R. v. MacIntosh 2013 SCC 23 upholds, unanimously, the decision of the Nova Scotia Court of Appeal in R. v. MacIntosh, 2011 NSCA 111. That case is clear that an accused is not to bear the blame for systemic trial delay:
 It is the responsibility of the state to bring any accused to trial. There is no common law duty to assist the police (see Rice v.

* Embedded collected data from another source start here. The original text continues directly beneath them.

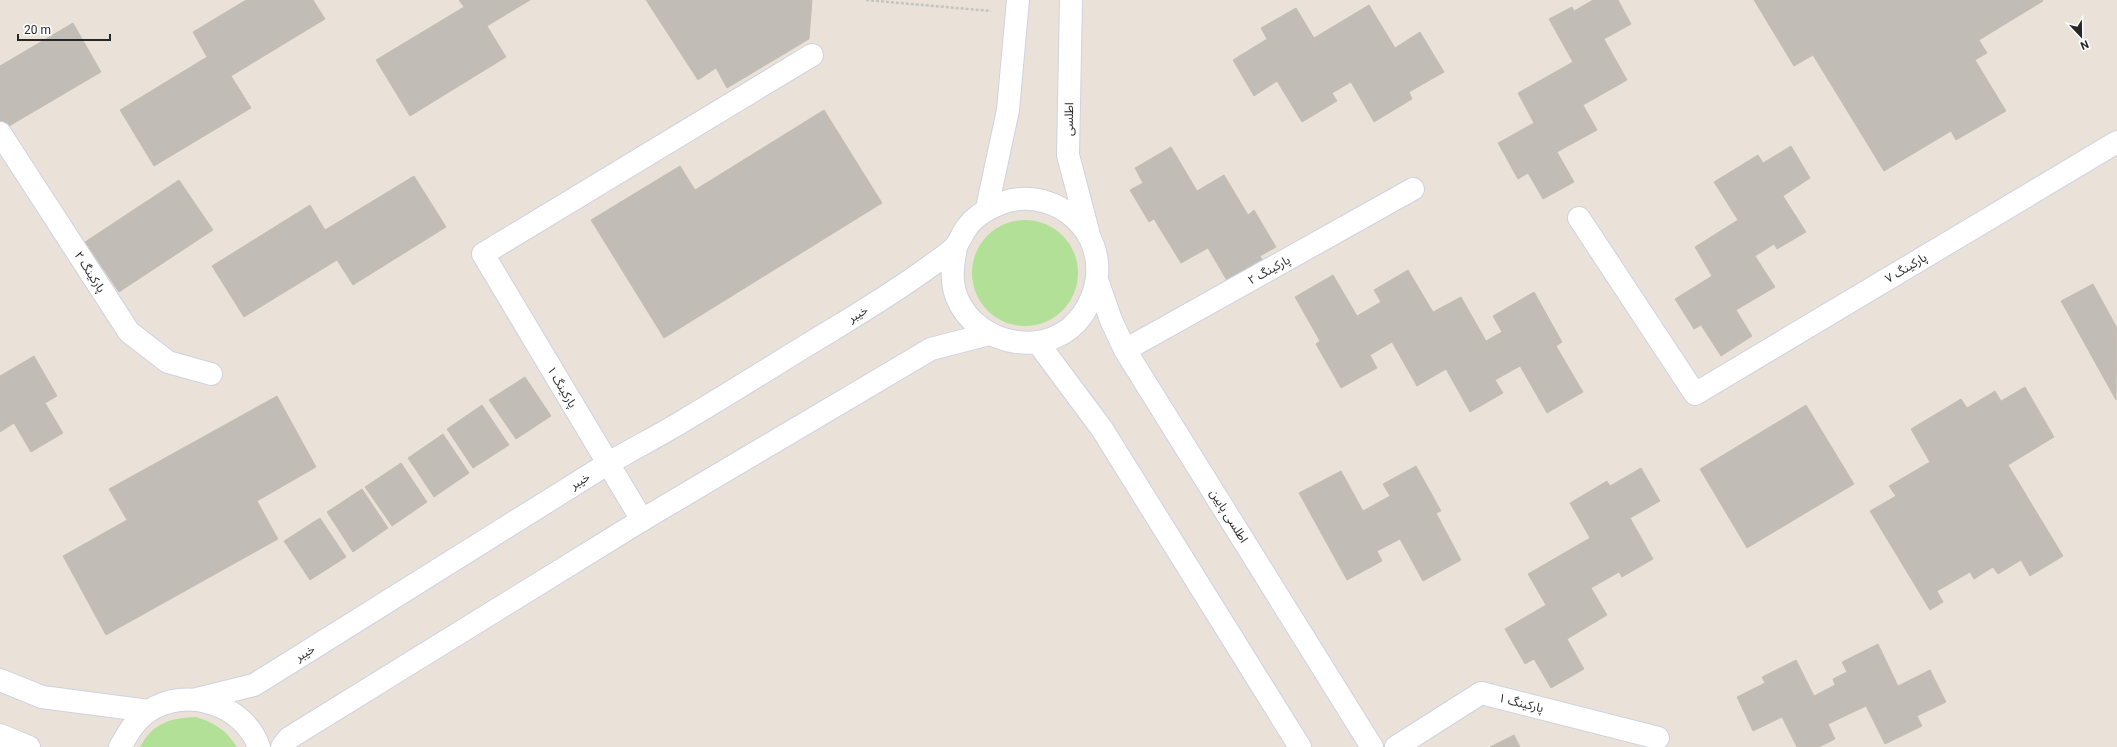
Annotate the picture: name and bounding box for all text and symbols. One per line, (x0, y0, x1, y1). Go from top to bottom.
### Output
scale bar (18, 16, 110, 42)
north arrow (2061, 16, 2101, 56)
text: 20 m (24, 23, 51, 37)
text: N (2078, 37, 2091, 52)
street label: اطلسی (1062, 102, 1076, 136)
street label: پارکینگ ۲ (71, 249, 108, 296)
street label: پارکینگ ۷ (1883, 250, 1930, 287)
street label: پارکینگ ۲ (1245, 253, 1293, 288)
street label: خیبر (845, 303, 870, 326)
street label: پارکینگ ۱ (543, 364, 580, 411)
street label: خیبر (567, 470, 592, 493)
street label: اطلسی پایین (1206, 487, 1251, 546)
street label: خیبر (292, 642, 317, 665)
street label: پارکینگ ۱ (1497, 691, 1545, 716)

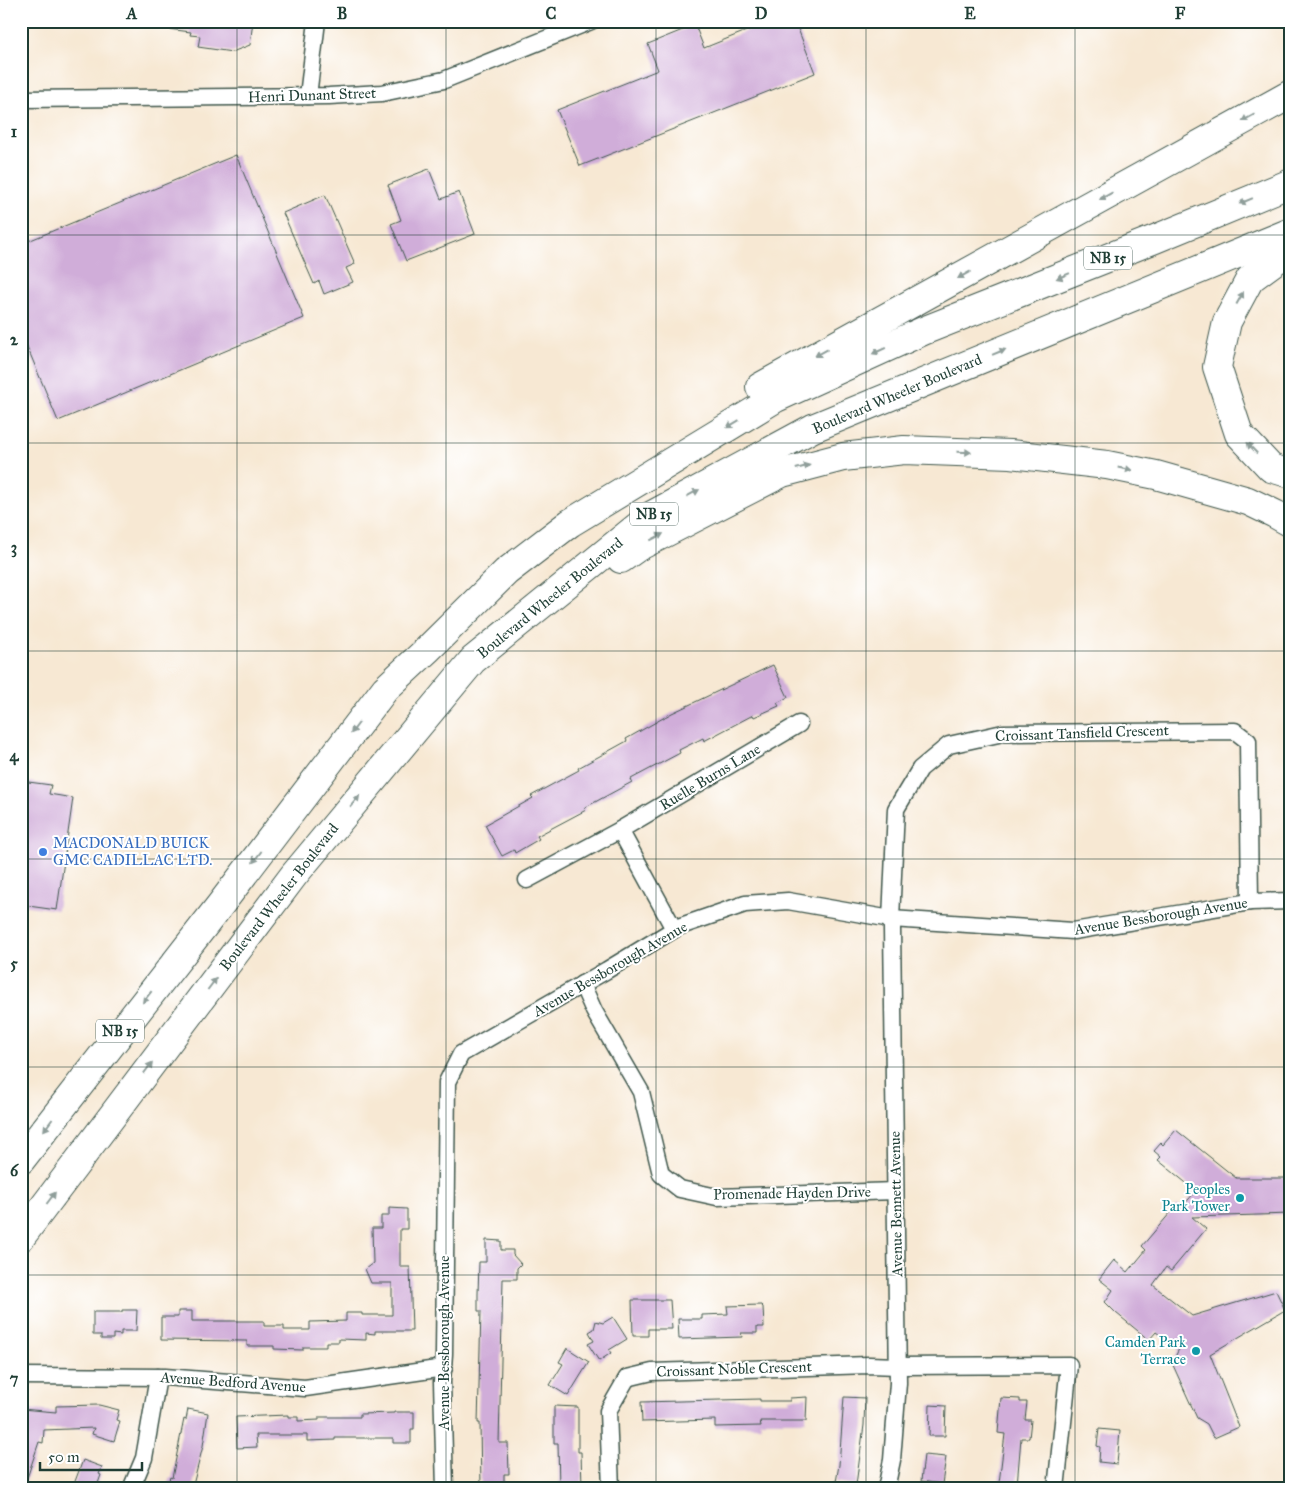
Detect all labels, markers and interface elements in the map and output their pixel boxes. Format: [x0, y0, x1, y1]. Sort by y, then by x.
text: A [126, 4, 138, 23]
text: B [337, 4, 347, 23]
text: C [546, 4, 557, 23]
text: D [755, 4, 768, 23]
text: E [964, 4, 976, 23]
text: F [1175, 4, 1186, 23]
street label: Henri Dunant Street [248, 84, 377, 106]
one-way arrow [1241, 113, 1255, 122]
text: 1 [11, 122, 18, 141]
one-way arrow [1098, 192, 1113, 200]
one-way arrow [1239, 198, 1253, 206]
road number: NB 15 [1084, 247, 1132, 270]
one-way arrow [957, 270, 970, 279]
one-way arrow [1055, 272, 1070, 280]
one-way arrow [1235, 292, 1244, 305]
text: 2 [10, 330, 19, 349]
one-way arrow [872, 348, 886, 356]
one-way arrow [992, 348, 1007, 356]
one-way arrow [814, 349, 829, 357]
street label: Boulevard Wheeler Boulevard [810, 350, 985, 438]
one-way arrow [727, 419, 740, 428]
one-way arrow [1246, 442, 1258, 454]
one-way arrow [956, 448, 972, 456]
one-way arrow [795, 463, 810, 471]
one-way arrow [1118, 465, 1134, 473]
one-way arrow [685, 489, 700, 497]
road number: NB 15 [630, 502, 678, 526]
street label: Boulevard Wheeler Boulevard [474, 533, 627, 662]
one-way arrow [650, 533, 664, 541]
text: 3 [11, 538, 17, 558]
one-way arrow [350, 721, 361, 734]
street label: Croissant Tansfield Crescent [995, 721, 1170, 745]
street label: Ruelle Burns Lane [656, 740, 764, 814]
text: 4 [10, 746, 20, 766]
one-way arrow [350, 795, 361, 808]
street label: Boulevard Wheeler Boulevard [216, 819, 342, 974]
place label: MACDONALD BUICK GMC CADILLAC LTD. [53, 834, 212, 869]
marker: MACDONALD BUICK GMC CADILLAC LTD. [37, 846, 49, 858]
one-way arrow [251, 850, 262, 863]
street label: Avenue Bessborough Avenue [1072, 893, 1249, 939]
street label: Avenue Bessborough Avenue [529, 917, 690, 1021]
text: 5 [10, 954, 18, 973]
one-way arrow [206, 978, 217, 991]
one-way arrow [142, 990, 153, 1003]
road number: NB 15 [96, 1019, 144, 1042]
one-way arrow [143, 1061, 153, 1075]
one-way arrow [42, 1118, 53, 1131]
street label: Avenue Bennett Avenue [886, 1131, 906, 1278]
text: 6 [10, 1161, 19, 1180]
place label: Peoples Park Tower [1161, 1180, 1230, 1215]
street label: Promenade Hayden Drive [713, 1183, 871, 1203]
one-way arrow [46, 1191, 56, 1205]
marker: Peoples Park Tower [1234, 1192, 1246, 1204]
street label: Avenue Bessborough Avenue [435, 1255, 453, 1432]
place label: Camden Park Terrace [1105, 1333, 1186, 1368]
marker: Camden Park Terrace [1190, 1345, 1202, 1357]
street label: Croissant Noble Crescent [656, 1357, 813, 1381]
street label: Avenue Bedford Avenue [159, 1368, 306, 1396]
text: 7 [10, 1369, 19, 1388]
scale bar [40, 1440, 142, 1472]
text: 50 m [48, 1448, 80, 1466]

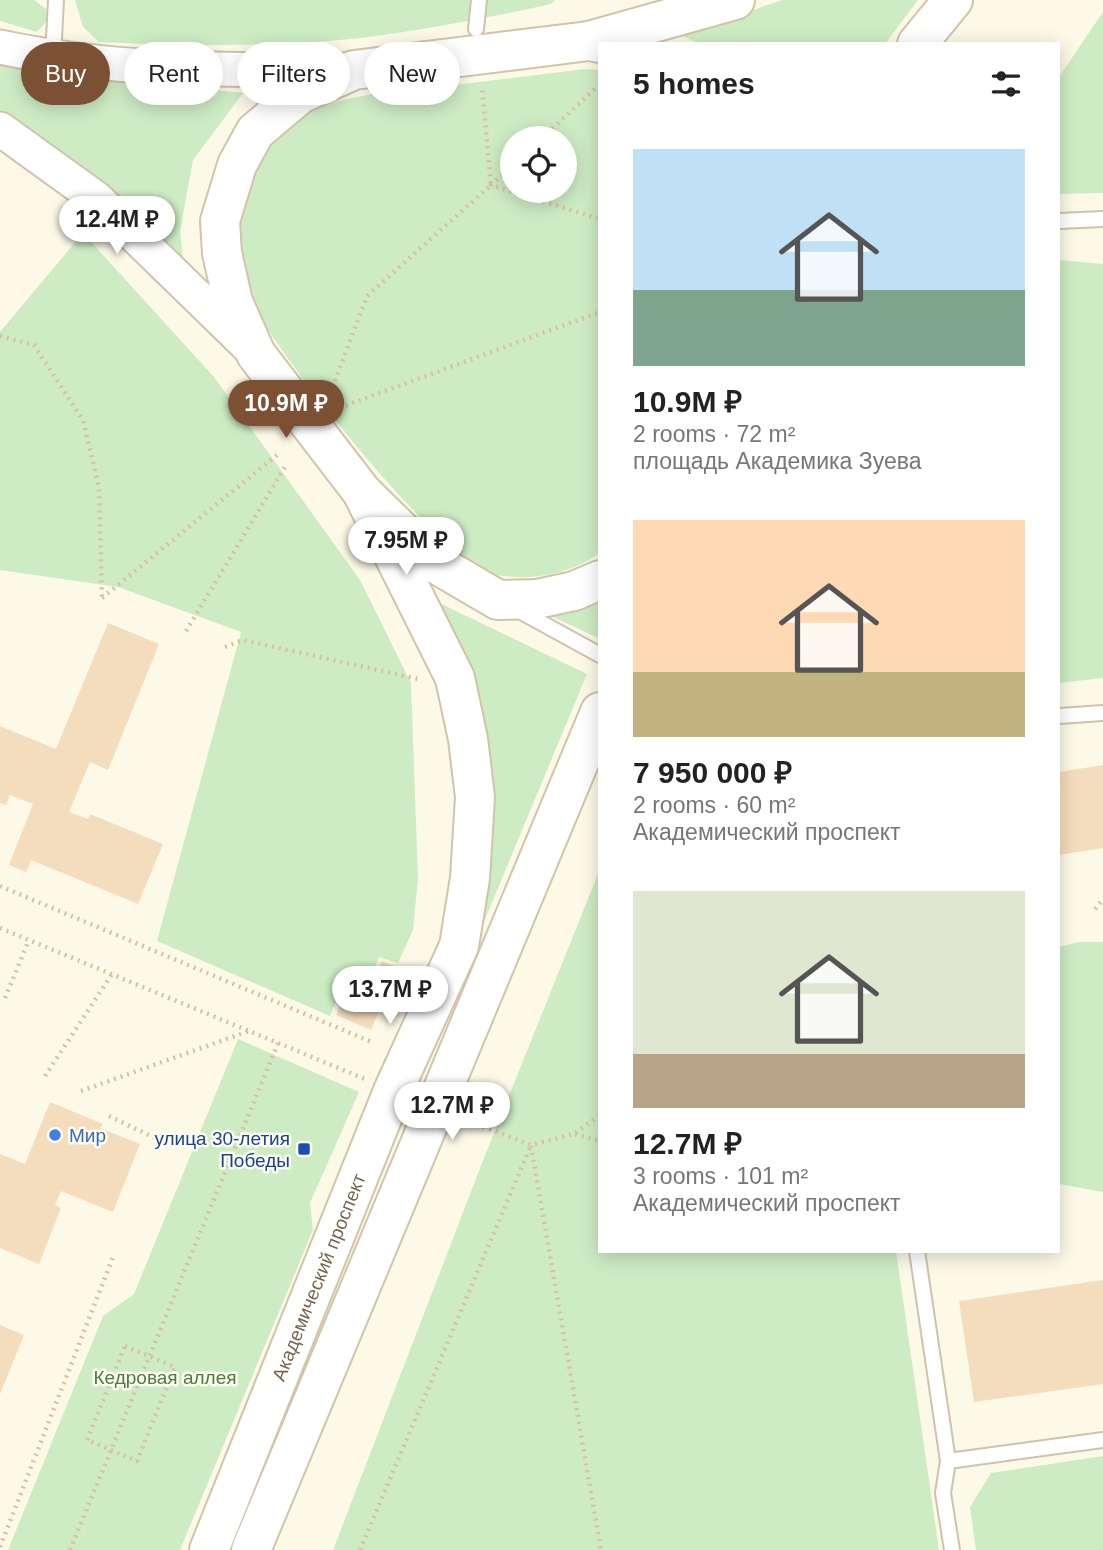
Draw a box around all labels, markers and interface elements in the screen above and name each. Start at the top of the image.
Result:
chip: Buy [21,42,110,105]
chip: Rent [124,42,223,105]
chip: Filters [237,42,350,105]
chip: New [364,42,460,105]
icon: filters [987,65,1025,103]
text: 5 homes [633,67,755,100]
map controls [500,126,577,203]
button: locate [500,126,577,203]
icon: home [766,194,892,320]
pin: 12.4M ₽ [52,196,182,256]
text: 12.4M ₽ [75,206,159,232]
pin: 10.9M ₽ [221,380,351,440]
text: 10.9M ₽ [633,385,742,418]
text: 10.9M ₽ [244,390,328,416]
text: 2 rooms · 72 m² [633,421,795,447]
text: площадь Академика Зуева [633,448,921,474]
pin: 7.95M ₽ [341,518,471,577]
text: 7.95M ₽ [364,527,448,553]
icon: home [766,565,892,691]
text: 7 950 000 ₽ [633,756,792,789]
text: 2 rooms · 60 m² [633,792,795,818]
text: Академический проспект [633,819,901,845]
icon: home [766,936,892,1062]
pin: 13.7M ₽ [325,967,455,1026]
text: 13.7M ₽ [348,976,432,1002]
pin: 12.7M ₽ [387,1082,517,1142]
text: 12.7M ₽ [410,1092,494,1118]
place label: Мир [69,1125,106,1146]
marker: Мир [47,1127,63,1143]
text: 12.7M ₽ [633,1127,742,1160]
place label: улица 30-летия Победы [154,1128,290,1171]
marker: улица 30-летия Победы [296,1141,312,1157]
text: 3 rooms · 101 m² [633,1163,808,1189]
street label: Академический проспект [268,1170,370,1384]
text: Академический проспект [633,1190,901,1216]
park label: Кедровая аллея [93,1367,237,1388]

Connolly,  2 All E.R. 649 at p. 652; Thomson Newspapers Ltd. v. Canada (Director of Investigation and Research, Restrictive Trade Practices Commission), 1990 CanLII 135 (SCC),  1 S.C.R. 425).
 In the context of a right to trial within a reasonable period of time, there is no duty on an accused to bring him or herself to trial. R. v. Beason reflex, (1983), 7 C.C.C. (3d) 20,  O.J. No. 3151 (Ont.C.A.) is an early s. 11(b) case. Martin J.A. said precisely this at para. 63: "An accused has no duty to bring himself to trial. The Crown has that duty."
 This principle has been confirmed by the Supreme Court of Canada. In Askov, Cory J. wrote:
57 It must be remembered that it is the duty of the Crown to bring the accused to trial. It is the Crown which is responsible for the provision of facilities and staff to see that accused persons are tried in a reasonable time.
 This has been re-affirmed in a number of subsequent cases. That is not to say that the actions or inaction by an accused are irrelevant to a s. 11(b) analysis. While the actions by an accused that cause or contribute to delay are assessed in examining the reasons for the overall delay, inaction is not. Inaction by an accused may be considered when assessing the degree of prejudice.